(Problem):
Examine the material below. Gather every line in which the string "keys" appears.

(Task inputs):
◇ ◇ ◇ ◇

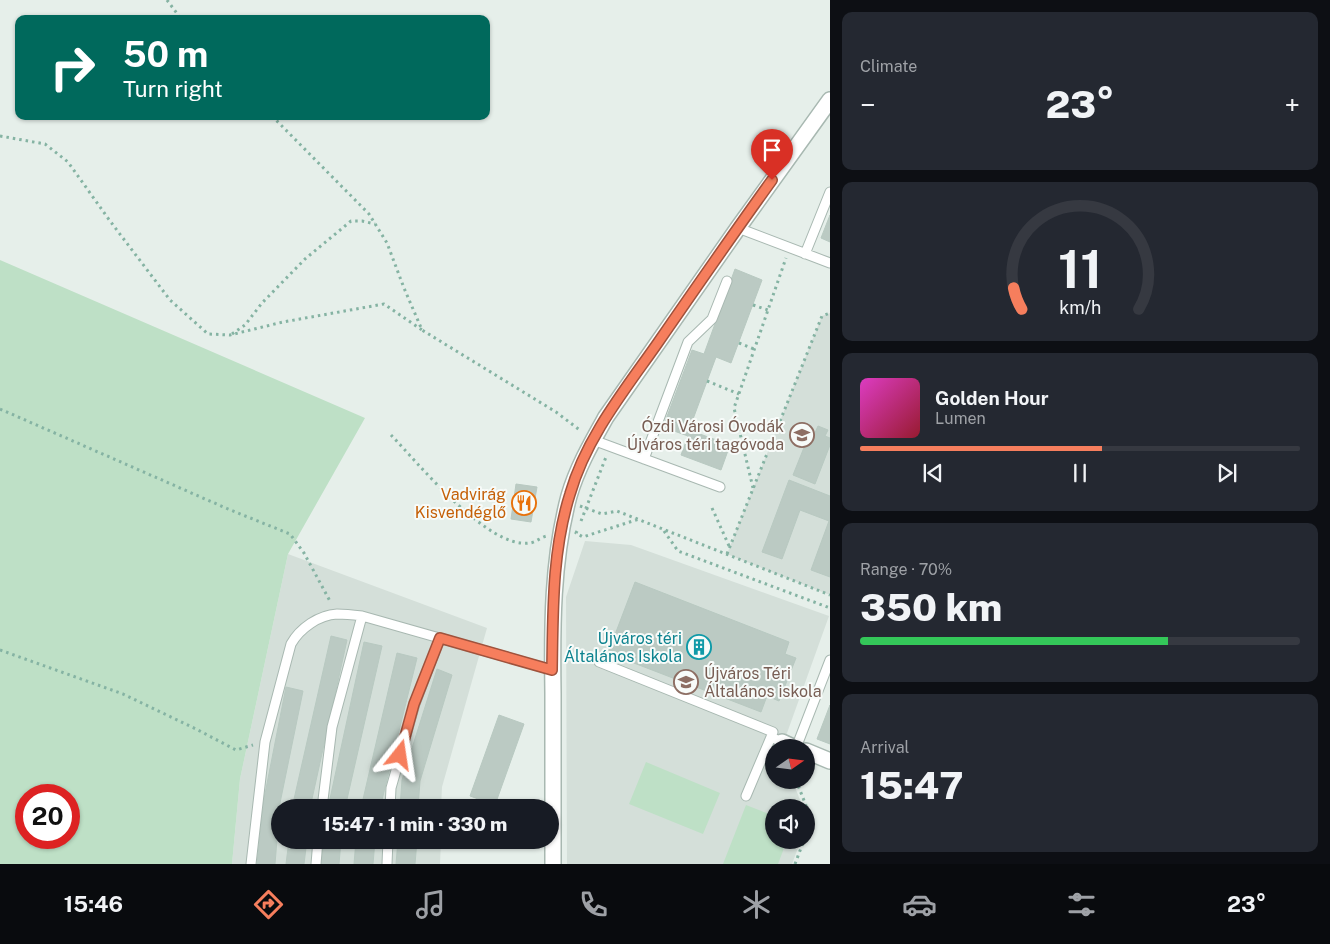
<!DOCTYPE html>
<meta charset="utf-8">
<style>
body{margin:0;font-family:"Public Sans",sans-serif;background:#242831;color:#f1f3f6;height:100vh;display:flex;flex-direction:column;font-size:19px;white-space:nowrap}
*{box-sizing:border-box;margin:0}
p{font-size:16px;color:#9ea1a6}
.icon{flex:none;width:28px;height:28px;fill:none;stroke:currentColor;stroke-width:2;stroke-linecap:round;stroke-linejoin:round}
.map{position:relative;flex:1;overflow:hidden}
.side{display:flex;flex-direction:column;gap:12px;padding:12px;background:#0d0f14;width:500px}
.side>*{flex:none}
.banner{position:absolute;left:15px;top:15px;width:475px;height:105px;border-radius:10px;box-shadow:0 1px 4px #0004;background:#00695c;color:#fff;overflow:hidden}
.needle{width:32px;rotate:76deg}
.fabs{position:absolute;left:765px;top:739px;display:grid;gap:10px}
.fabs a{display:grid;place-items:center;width:50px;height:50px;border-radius:50%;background:#171b24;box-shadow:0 1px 4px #0004;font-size:25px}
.speed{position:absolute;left:15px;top:784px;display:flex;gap:10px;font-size:25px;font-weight:700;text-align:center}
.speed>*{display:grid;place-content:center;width:65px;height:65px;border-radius:50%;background:#171b24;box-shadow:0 1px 4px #0004;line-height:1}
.speed .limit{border:8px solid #d22;background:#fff;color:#111}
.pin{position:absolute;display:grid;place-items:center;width:42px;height:42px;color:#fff;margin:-51px -21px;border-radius:50% 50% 50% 0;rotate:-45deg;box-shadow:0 0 5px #0007}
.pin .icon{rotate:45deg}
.me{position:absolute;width:55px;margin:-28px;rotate:15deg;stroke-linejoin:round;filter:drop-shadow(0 0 4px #0008)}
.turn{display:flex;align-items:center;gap:18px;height:105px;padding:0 25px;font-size:22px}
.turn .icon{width:65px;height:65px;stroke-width:2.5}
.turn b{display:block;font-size:35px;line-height:42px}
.big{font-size:38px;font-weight:800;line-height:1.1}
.side .tile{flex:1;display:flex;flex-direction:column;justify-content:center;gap:8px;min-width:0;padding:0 18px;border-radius:10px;background:#242831}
.side .dial{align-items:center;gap:0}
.dial svg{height:130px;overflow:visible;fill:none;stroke:#363941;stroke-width:7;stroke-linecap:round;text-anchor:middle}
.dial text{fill:#f1f3f6;stroke:none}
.song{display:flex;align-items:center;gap:15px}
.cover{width:60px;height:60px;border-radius:8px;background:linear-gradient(135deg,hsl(310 70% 55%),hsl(350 70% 35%))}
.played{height:5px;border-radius:2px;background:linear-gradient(90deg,#f67e5d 55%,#363941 55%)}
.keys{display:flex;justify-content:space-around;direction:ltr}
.heat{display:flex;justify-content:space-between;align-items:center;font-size:28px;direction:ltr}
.charge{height:8px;border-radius:4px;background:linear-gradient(90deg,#34c759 70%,#363941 0)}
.trip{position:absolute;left:271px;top:799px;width:288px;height:50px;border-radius:25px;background:#171b24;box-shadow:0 1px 4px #0004;font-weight:800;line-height:50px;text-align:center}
.menu{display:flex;height:80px;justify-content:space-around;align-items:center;background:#090b0e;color:#9ea1a6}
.menu .icon{width:35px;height:35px}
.menu .current{color:#f67e5d}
.menu b{font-size:22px;color:#f1f3f6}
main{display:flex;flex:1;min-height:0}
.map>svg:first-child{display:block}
.built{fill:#d4dfd9}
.green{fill:#bee0c6;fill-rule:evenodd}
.building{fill:#bbcac3;stroke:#b8c9c1}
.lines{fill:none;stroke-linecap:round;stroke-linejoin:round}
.lane-casing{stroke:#a8b8b1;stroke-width:11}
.street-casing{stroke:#a8b8b1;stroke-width:18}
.path{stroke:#85b3a3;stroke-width:3;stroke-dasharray:2.5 4;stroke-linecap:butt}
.lane{stroke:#fff;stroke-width:9}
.street{stroke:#fff;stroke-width:15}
.route-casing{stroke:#a0523c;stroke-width:12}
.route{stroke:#f67e5d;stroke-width:9}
.labels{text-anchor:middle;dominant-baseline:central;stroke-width:4;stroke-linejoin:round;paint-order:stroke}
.education-label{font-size:16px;fill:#785e54;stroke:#f7fbf9;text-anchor:end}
.food-label{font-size:16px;fill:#c56008;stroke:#f7fbf9;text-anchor:end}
.culture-label{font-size:16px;fill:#0d838f;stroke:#f7fbf9;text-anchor:end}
</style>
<main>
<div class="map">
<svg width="830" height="864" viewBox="0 0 830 864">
<rect width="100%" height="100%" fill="#e6efea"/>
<path class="built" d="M830,313V595L727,554L822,316Z
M585,541L631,545L829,616L782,747L774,748V780H792L803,807L774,808V840H801L792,864H567L566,597Z
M288,554L487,628L442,787L441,807L280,808V840H441L440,864H232L240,779Z"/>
<path class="green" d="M0,260L365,418L288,554L240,779L232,864H0ZM26,795H69V838H26Z
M646,762L720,793L703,834L629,804Z
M746,805L774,816V840H787L778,864H723Z"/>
<path class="building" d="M830,215V242L821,238Z
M735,269L762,280L731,363L716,357L689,430L730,445L721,470L681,455L688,436L663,427L692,350L704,354Z
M818,426L828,430L825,436L830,438V445L815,484L793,475L807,440L799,437L802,430L814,435Z
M789,480L830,496V577L811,570L829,521L800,510L782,559L762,552Z
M516,484L537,487L531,522L511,519Z
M635,582L789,642L785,654L796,658L779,701L767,696L761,712L608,653Z
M331,636L347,640L310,808H292Z
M364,642L382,646L345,808H328Z
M397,653L417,658L380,808H361Z
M437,669L452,675L420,781L418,808H400L402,780Z
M286,687L303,691L280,803L275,864H257L264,799Z
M830,705V744L817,739Z
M499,715L524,724L495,805L470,796Z
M289,840H307L304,864H286Z
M324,840H341L339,864H321Z
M356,840H375L373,864H354Z
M398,840H417L415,864H396Z"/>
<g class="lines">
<defs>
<path id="lane" d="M738,228L830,263
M805,254L830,192
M593,440L720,487
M644,459L688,342L712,319L727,281
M599,662L773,732L771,737L782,742
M796,748L830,660
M746,796L771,737
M322,808L332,727L362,616
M390,808L391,788L415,704L440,638
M251,864L265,742L291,644C300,628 319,615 337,614C345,614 354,615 362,616L552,670
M316,864L318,840
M387,864L388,840"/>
<path id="street" d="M782,742L795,748
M806,751L830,761
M553,864C553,807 553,750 553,693C552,627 552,560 569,496C577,468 592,442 606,417L738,228L830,100"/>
</defs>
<use href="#lane" class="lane-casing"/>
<use href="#street" class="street-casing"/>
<path class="path" d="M167,0L181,19
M272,116L369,214L387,243L404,288L422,330L556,412L581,431
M0,136L45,144L68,162L110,221L170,300L208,334L230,335L283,322L384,304L422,330
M753,305L768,310
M232,334L245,325L262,303L305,259L351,221H362L375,224
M739,343L754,349
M707,381L739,394
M0,409L228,509L290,534L304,553L331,603
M391,435C418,463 488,549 529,543C535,543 541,537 547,536
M753,488L734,408L786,258
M580,506L602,514L617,511L830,595
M712,508L730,548
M581,521L606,457
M577,531L576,533L583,537L639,519
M664,531L678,551L830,608
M727,554L822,316L830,313
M0,650L123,694L196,729L236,750L253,745
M796,780L812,821L806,835
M795,864L804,840"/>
<use href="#lane" class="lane"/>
<use href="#street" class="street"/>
</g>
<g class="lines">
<defs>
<path id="route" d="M400,755L414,704L440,638L552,670C553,611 552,551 570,494C586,438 624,391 657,344C695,289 733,234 772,180"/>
</defs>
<use href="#route" class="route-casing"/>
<use href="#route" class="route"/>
</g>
<defs>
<symbol id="school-ring" viewBox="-11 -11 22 22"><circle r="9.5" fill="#f7fbf9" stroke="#8d6e63" stroke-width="1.5"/><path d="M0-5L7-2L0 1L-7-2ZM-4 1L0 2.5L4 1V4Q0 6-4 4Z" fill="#8d6e63"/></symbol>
<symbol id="restaurant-ring" viewBox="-11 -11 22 22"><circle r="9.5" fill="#f7fbf9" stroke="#e8710a" stroke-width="1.5"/><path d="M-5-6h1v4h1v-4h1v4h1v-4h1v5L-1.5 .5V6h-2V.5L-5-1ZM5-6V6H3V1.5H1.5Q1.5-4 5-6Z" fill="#e8710a"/></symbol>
<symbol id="building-ring" viewBox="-11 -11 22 22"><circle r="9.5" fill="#f7fbf9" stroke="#0f9aa8" stroke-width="1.5"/><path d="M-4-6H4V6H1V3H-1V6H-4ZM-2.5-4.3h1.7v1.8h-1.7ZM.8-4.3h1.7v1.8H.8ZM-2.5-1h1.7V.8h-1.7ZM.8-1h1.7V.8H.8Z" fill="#0f9aa8"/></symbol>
</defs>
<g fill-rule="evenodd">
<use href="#school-ring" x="788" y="421" width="28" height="28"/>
<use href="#restaurant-ring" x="510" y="489" width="28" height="28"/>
<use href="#building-ring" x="685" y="633" width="28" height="28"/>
<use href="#school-ring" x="672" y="668" width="28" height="28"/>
</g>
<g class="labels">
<g class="education-label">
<text x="784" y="426">Ózdi Városi Óvodák<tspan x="784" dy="18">Újváros téri tagóvoda</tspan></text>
<text x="704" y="673" text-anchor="start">Újváros Téri<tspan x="704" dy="18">Általános iskola</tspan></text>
</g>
<g class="food-label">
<text x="506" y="494">Vadvirág<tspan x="506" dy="18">Kisvendéglő</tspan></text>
</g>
<g class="culture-label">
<text x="682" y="638">Újváros téri<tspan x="682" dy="18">Általános Iskola</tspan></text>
</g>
</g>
</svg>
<div class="fabs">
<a><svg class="needle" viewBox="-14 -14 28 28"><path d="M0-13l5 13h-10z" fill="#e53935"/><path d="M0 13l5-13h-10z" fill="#9ea1a6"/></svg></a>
<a><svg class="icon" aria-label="sound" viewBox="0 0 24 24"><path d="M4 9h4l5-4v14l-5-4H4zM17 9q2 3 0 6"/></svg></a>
</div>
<div class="speed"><div class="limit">20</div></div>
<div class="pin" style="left:772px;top:180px;background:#d93025"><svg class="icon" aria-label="arrive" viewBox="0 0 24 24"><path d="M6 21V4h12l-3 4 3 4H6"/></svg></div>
<svg class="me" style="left:400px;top:755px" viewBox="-20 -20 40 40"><path d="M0-17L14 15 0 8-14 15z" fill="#f67e5d" stroke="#fff" stroke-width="4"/></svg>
<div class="trip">15:47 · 1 min · 330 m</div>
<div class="banner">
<div class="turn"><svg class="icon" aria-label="right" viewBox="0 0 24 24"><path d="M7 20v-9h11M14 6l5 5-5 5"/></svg><div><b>50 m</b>Turn right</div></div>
</div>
</div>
<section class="side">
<div class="tile"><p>Climate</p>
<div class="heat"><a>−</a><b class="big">23°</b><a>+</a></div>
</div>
<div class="tile dial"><svg viewBox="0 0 100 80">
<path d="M14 69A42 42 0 1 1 86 69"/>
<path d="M14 69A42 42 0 0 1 9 56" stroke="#f67e5d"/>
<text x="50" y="56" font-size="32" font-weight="700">11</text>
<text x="50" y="72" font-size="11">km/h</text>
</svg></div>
<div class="tile">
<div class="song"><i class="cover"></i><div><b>Golden Hour</b><p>Lumen</p></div></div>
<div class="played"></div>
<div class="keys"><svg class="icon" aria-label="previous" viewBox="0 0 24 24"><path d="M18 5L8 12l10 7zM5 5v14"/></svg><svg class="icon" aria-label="pause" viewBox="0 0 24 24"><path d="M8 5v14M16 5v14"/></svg><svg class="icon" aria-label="next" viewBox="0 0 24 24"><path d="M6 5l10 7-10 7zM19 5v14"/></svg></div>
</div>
<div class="tile"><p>Range · 70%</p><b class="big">350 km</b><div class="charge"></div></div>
<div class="tile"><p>Arrival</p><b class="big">15:47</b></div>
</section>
</main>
<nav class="menu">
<b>15:46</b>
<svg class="icon current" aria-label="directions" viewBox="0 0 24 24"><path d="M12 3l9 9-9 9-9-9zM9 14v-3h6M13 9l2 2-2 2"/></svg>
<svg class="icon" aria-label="music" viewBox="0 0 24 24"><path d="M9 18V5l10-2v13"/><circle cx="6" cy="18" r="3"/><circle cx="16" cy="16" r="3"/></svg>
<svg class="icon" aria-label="phone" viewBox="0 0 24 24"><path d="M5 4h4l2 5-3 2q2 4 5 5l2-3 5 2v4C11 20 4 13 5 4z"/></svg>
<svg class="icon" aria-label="climate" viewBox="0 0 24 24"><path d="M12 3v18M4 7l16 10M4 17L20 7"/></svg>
<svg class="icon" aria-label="car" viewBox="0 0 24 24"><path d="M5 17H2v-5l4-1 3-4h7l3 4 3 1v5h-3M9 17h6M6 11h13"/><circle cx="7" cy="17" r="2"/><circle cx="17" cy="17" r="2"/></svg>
<svg class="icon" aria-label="filters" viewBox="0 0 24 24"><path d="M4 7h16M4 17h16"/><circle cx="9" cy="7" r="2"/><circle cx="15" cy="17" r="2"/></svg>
<b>23°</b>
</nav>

◇ ◇ ◇ ◇

(Exercise answer):
.keys{display:flex;justify-content:space-around;direction:ltr}
<div class="keys"><svg class="icon" aria-label="previous" viewBox="0 0 24 24"><path d="M18 5L8 12l10 7zM5 5v14"/></svg><svg class="icon" aria-label="pause" viewBox="0 0 24 24"><path d="M8 5v14M16 5v14"/></svg><svg class="icon" aria-label="next" viewBox="0 0 24 24"><path d="M6 5l10 7-10 7zM19 5v14"/></svg></div>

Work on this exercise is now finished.